Wherever "column" shows up in the records below, copy the whole line.

(Collected data)
● ● ● ●

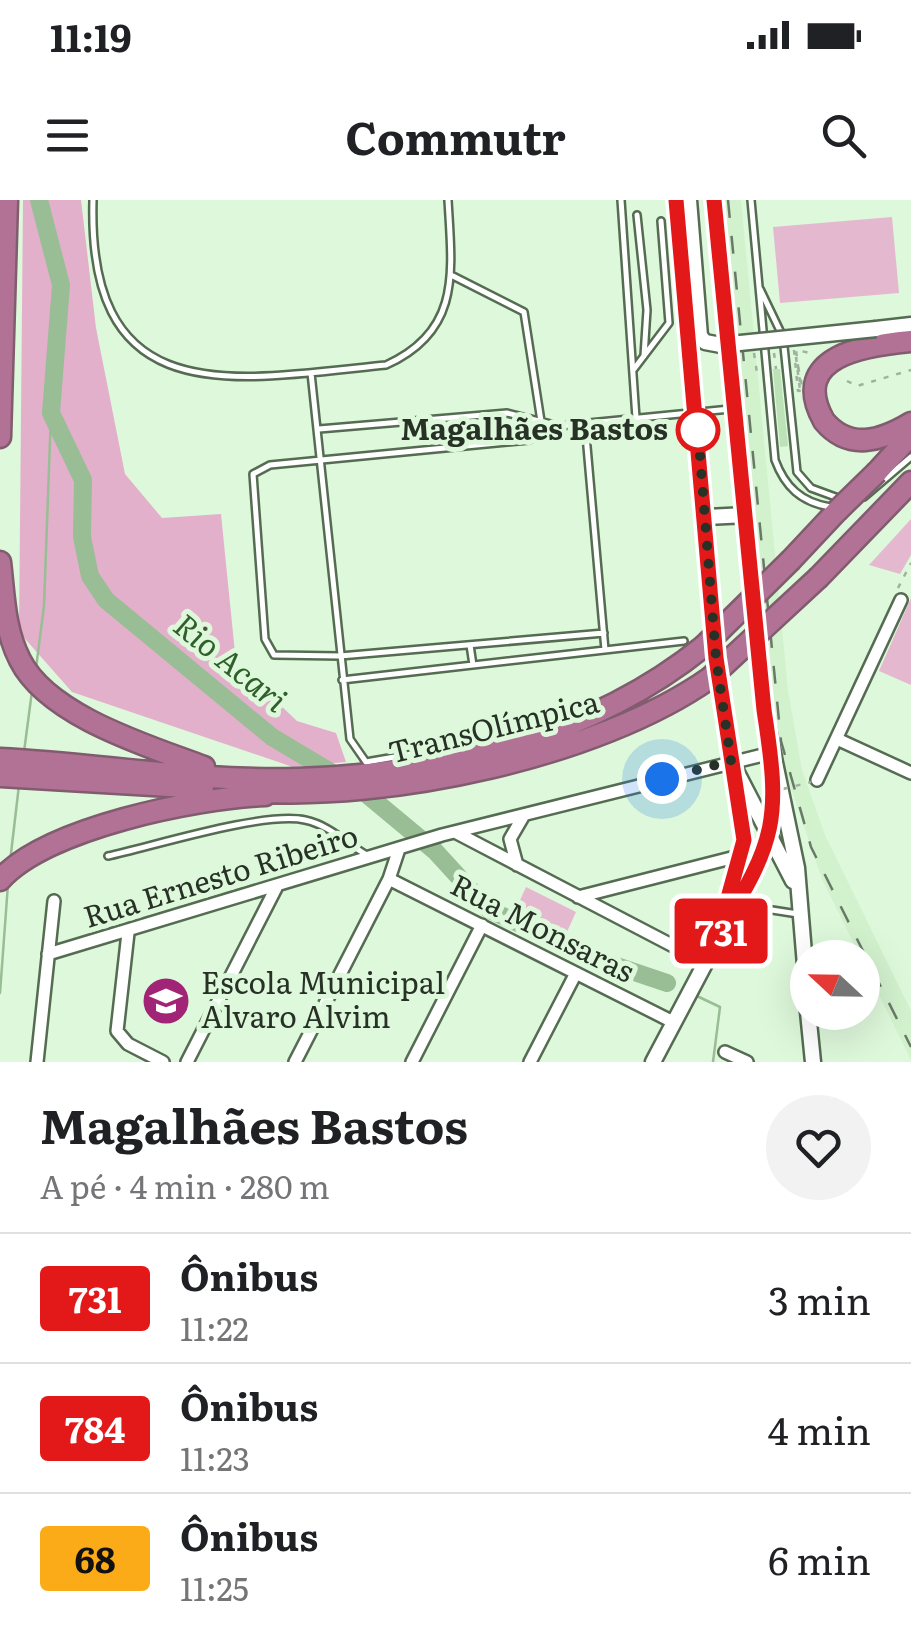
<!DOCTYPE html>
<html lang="pt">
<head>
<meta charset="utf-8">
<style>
	:root { --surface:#fff; --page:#f2f2f2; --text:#202124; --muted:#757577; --line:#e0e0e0 }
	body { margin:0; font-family:Literata,serif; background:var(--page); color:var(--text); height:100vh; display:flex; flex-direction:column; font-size:38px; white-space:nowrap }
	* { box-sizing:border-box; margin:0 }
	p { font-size:32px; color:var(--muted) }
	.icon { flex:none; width:55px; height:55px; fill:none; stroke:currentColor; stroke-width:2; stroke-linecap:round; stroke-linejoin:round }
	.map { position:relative; height:862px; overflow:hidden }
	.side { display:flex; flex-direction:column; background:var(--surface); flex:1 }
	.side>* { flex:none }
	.badge { padding:0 20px; border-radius:8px; font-size:35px; line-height:65px }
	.needle { width:65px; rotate:292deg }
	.buttons { position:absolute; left:790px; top:740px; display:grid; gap:20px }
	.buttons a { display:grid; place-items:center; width:90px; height:90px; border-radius:50%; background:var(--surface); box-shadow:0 10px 40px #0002; font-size:50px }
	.you { position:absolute; width:50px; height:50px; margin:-25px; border:8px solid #fff; border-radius:50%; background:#1a73e8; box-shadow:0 0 0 15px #1a73e833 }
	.map>.badge { position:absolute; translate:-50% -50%; box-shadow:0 0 0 5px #fff }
	.round { display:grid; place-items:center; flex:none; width:105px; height:105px; border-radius:52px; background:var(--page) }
	.head { display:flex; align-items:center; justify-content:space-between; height:170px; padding:0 40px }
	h1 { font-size:48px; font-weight:700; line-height:75px }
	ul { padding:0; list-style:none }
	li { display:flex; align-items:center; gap:30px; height:130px; padding:0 40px; border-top:2px solid var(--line) }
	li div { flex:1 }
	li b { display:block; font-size:38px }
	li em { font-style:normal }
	li .badge { min-width:110px; font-weight:700; text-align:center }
	.status { display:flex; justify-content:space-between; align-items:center; height:70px; padding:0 50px; background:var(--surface); direction:ltr }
	.status svg { height:28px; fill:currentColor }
	header { display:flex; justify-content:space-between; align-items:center; height:130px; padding:0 40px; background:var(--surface); font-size:45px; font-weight:700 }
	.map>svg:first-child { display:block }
</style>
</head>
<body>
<div class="status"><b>11:19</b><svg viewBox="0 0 49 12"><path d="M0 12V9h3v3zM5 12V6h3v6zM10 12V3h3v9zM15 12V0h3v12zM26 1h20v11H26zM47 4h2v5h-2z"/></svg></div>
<header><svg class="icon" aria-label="menu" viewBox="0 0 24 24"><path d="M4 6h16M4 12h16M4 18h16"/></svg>Commutr<svg class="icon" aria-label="search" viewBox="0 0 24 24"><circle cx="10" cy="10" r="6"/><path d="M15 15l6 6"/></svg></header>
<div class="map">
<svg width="911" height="862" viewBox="0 0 911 862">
	<rect width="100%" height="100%" fill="#def8db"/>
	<!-- built -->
	<path fill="#d2f1cd" d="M722,0H741L788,491L802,570L825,635L911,811V860L822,679L772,532Z"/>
	<!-- green -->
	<path fill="#e4b9d0" d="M892,17L899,93L780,103L773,27Z
		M911,319V355L900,374L869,365Z
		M911,398V485L879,471Z
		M526,687L576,712L566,734L516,709Z"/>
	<!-- forest -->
	<path fill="#e3b0cb" d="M23,0H81L96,128L125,274L162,318L221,314L236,463L297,521L336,533L346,562L293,567L72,492L19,432Z"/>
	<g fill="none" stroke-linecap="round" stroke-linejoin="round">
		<!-- stream -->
		<path stroke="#99bd94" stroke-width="2.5" d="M36,468L44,406L51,213
			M24,552L32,491
			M10,662L19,585
			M0,793L8,684
			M697,796L720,807L713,862"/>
		<!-- river -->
		<path stroke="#99bd94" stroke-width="18" d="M39,0L61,85L51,213L83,280L82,337L90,376L106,400L272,537L364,592L435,651L488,709L590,757L667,783"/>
	</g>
	<!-- building -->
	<path fill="#bde2b8" d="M773,169H780L788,246L780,247Z"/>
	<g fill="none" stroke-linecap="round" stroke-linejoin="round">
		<!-- service casing -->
		<g stroke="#556c53" stroke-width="10">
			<path id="service" d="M93,0C87,212 231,181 386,165C462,131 452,71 448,0
				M621,0L636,218
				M751,0L775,260C785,287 801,302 830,307
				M637,15L647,110L644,156
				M453,76L524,112L543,234
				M760,89L783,137L797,272L811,288L841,299
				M634,169L669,123L661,21
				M311,173L350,539L366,562L412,554
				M585,224L605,450
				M319,229L507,213L559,226
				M864,297L911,257
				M604,433L340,456L274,455L265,439L253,274L270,265L507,242L529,240L559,226L730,209
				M470,445L473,465
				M342,480L684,441
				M108,656C154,646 264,611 305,620C329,625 345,642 365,654
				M740,705L798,714"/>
		</g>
		<!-- minor casing -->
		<g stroke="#556c53" stroke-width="16">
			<path id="minor" d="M837,539L911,573
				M817,580L901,400
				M455,632L704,762
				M517,665L510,639L524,615
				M389,679L673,822
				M578,697L743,655
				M128,733L117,831L128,844L163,862
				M48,754L442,635L771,553
				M725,852L747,862
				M37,862L54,701
				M187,862L276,688
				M295,862L389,679L399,649
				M412,862L482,725
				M530,862L576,773"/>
		</g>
		<!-- tertiary casing -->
		<g stroke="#556c53" stroke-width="19">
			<path id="tertiary" d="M676,0L716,458L731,561L793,681
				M714,0L764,510L797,668L808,802
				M876,129L911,125
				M707,317L746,315
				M728,707L745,640L735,581
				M808,812L813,862
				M653,862L763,654L775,596"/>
		</g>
		<!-- motorway casing -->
		<g stroke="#815b6e" stroke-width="25">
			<path id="motorway" d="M911,141C868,145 787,155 824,221C849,251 881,241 911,223
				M0,237L7,0
				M877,272L911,235
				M791,360L837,311
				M0,362C4,395 4,429 20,460C48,516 148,546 204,567
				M819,377L911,282
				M0,559C98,564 199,582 297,579C439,575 593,536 704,446
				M0,576L203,588
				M252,591C387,601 598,557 710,478
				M0,680C46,628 196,598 265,595"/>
		</g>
		<!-- path -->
		<path stroke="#9eb29c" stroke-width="2.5" stroke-dasharray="5 8" stroke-linecap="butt" d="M754,153L757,173
			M774,153L776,169
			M796,157L800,190
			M847,181L857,186L911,170
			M800,182L796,150L815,154
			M898,388L911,363"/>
		<!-- service -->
		<use href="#service" stroke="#fff" stroke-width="5"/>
		<!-- minor -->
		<use href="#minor" stroke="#fff" stroke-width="11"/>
		<!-- tertiary -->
		<use href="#tertiary" stroke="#fff" stroke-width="14"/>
		<!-- motorway -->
		<use href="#motorway" stroke="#b17295" stroke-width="20"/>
		<!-- rail -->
		<path stroke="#697968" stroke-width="2.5" stroke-dasharray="18 18" stroke-linecap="butt" d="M728,0L781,541L811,647L911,847"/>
		<!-- tertiary-bridge casing -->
		<g stroke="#556c53" stroke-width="19" stroke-linecap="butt">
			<path id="tertiary-bridge" d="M689,0L700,136L705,142L721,145L876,129"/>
		</g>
		<!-- motorway-bridge casing -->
		<g stroke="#815b6e" stroke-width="25" stroke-linecap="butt">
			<path id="motorway-bridge" d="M837,311L877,272
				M704,446L791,360
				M710,478L819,377"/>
		</g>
		<!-- path-bridge -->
		<path stroke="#9eb29c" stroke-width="2.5" stroke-dasharray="5 8" stroke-linecap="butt" d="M794,150L798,191L803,190L796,157
			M783,589L811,582"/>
		<!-- tertiary-bridge -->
		<use href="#tertiary-bridge" stroke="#fff" stroke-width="14"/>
		<!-- motorway-bridge -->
		<use href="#motorway-bridge" stroke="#b17295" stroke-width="20"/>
	</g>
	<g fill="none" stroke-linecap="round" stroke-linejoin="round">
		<!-- line casing -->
		<g stroke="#fff" stroke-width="22">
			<path id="line" d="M676,0L716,458L744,640L718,734C777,640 781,619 764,510L714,0"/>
		</g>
		<!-- line -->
		<use href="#line" stroke="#e31919" stroke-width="15"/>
		<!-- walk -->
		<path stroke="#273126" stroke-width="10" stroke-dasharray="0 18" d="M662,579L731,561L716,458L698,230"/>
	</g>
	<!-- icons -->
	<defs>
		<g id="school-disc" transform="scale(2.5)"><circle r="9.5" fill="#a22476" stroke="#def8db"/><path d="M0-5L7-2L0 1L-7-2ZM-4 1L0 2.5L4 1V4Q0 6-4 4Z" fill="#fff"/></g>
	</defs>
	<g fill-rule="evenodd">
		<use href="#school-disc" x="166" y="801"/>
	</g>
	<!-- markers -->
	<circle fill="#fff" stroke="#e31919" stroke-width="5" cx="698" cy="230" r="20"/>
	<g text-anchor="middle" stroke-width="10" stroke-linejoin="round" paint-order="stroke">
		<!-- stop labels -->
		<g font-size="30" font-weight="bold" fill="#273126" stroke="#def8db" text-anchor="end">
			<text x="668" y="240">Magalhães Bastos</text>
		</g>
		<!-- street labels -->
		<g font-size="30" fill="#273126" stroke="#def8db">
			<text transform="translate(494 528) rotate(-14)" y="10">TransOlímpica</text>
			<text transform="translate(221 677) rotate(-17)" y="10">Rua Ernesto Ribeiro</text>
			<text transform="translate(542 729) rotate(27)" y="10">Rua Monsaras</text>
		</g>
		<!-- poi labels -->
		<g font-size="30" fill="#273126" stroke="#def8db" text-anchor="start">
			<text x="201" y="794">Escola Municipal<tspan x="201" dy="34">Alvaro Alvim</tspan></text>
		</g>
		<!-- water labels -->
		<g font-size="32" font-style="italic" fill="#2f602a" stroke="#def8db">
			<text transform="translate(230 463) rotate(39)" y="11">Rio Acari</text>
		</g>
	</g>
</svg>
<div class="buttons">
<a><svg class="needle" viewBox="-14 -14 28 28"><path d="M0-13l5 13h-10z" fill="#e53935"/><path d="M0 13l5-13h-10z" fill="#757577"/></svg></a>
</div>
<div class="you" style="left:662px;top:579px"></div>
<b class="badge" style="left:721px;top:731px;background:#e31919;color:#fff">731</b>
</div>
<section class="side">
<div class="head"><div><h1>Magalhães Bastos</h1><p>A pé · 4 min · 280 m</p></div><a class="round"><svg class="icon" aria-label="heart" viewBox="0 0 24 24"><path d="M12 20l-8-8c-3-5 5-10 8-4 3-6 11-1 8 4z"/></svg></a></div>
<ul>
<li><span class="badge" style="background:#e31919;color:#fff">731</span><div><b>Ônibus</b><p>11:22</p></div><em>3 min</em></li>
<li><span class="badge" style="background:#e31919;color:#fff">784</span><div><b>Ônibus</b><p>11:23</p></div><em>4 min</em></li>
<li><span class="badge" style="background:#fbab18;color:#111">68</span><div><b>Ônibus</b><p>11:25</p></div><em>6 min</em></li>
</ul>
</section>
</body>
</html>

● ● ● ●

Output:
	body { margin:0; font-family:Literata,serif; background:var(--page); color:var(--text); height:100vh; display:flex; flex-direction:column; font-size:38px; white-space:nowrap }
	.side { display:flex; flex-direction:column; background:var(--surface); flex:1 }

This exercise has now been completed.